▶ _Requirement_
Beginning with the first line, copy out each line of the material until the line containing "Please mark all labels and" has been copied as well.

----- Data supplied

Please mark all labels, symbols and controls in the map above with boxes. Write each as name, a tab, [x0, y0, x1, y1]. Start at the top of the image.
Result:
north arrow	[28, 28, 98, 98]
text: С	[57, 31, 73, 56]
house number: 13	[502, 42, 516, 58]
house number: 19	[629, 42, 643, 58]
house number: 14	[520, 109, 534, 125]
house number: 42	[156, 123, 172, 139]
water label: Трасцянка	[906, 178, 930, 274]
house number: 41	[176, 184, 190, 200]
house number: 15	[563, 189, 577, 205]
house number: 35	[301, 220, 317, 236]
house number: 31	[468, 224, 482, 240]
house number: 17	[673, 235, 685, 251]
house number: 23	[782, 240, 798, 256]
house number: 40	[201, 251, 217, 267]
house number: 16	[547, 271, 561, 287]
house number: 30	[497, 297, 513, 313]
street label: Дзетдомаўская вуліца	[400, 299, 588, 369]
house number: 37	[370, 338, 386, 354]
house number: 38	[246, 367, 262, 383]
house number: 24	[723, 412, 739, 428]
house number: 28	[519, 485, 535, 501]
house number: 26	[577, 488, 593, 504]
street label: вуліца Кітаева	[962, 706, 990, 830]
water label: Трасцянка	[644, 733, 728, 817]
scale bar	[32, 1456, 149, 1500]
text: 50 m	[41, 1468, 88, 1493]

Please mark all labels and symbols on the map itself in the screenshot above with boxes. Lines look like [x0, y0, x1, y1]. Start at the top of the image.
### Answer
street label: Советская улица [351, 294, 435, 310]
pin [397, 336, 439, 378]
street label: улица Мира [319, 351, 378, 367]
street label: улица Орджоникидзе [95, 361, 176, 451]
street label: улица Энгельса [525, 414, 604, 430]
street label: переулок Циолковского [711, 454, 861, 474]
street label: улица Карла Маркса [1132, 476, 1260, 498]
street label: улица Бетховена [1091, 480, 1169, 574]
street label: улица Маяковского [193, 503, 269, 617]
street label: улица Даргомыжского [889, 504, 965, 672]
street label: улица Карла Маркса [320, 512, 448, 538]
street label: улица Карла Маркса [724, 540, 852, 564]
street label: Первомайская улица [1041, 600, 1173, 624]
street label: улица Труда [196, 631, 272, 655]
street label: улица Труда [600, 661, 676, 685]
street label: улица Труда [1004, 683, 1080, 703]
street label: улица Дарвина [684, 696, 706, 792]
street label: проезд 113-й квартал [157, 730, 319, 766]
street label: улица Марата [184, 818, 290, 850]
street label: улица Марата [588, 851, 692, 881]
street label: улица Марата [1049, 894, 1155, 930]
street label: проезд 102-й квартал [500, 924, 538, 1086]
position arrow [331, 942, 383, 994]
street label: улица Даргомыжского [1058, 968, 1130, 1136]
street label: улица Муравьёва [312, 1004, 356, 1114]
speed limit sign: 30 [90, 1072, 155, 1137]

----------

▶ _Solution to the exercise_
Please mark all labels, symbols and controls in the map above with boxes. Write each as name, a tab, [x0, y0, x1, y1]. Start at the top of the image.
Result:
north arrow	[28, 28, 98, 98]
text: С	[57, 31, 73, 56]
house number: 13	[502, 42, 516, 58]
house number: 19	[629, 42, 643, 58]
house number: 14	[520, 109, 534, 125]
house number: 42	[156, 123, 172, 139]
water label: Трасцянка	[906, 178, 930, 274]
house number: 41	[176, 184, 190, 200]
house number: 15	[563, 189, 577, 205]
house number: 35	[301, 220, 317, 236]
house number: 31	[468, 224, 482, 240]
house number: 17	[673, 235, 685, 251]
house number: 23	[782, 240, 798, 256]
house number: 40	[201, 251, 217, 267]
house number: 16	[547, 271, 561, 287]
house number: 30	[497, 297, 513, 313]
street label: Дзетдомаўская вуліца	[400, 299, 588, 369]
house number: 37	[370, 338, 386, 354]
house number: 38	[246, 367, 262, 383]
house number: 24	[723, 412, 739, 428]
house number: 28	[519, 485, 535, 501]
house number: 26	[577, 488, 593, 504]
street label: вуліца Кітаева	[962, 706, 990, 830]
water label: Трасцянка	[644, 733, 728, 817]
scale bar	[32, 1456, 149, 1500]
text: 50 m	[41, 1468, 88, 1493]

Please mark all labels and symbols on the map itself in the screenshot above with boxes. Lines look like [x0, y0, x1, y1]. Start at the top of the image.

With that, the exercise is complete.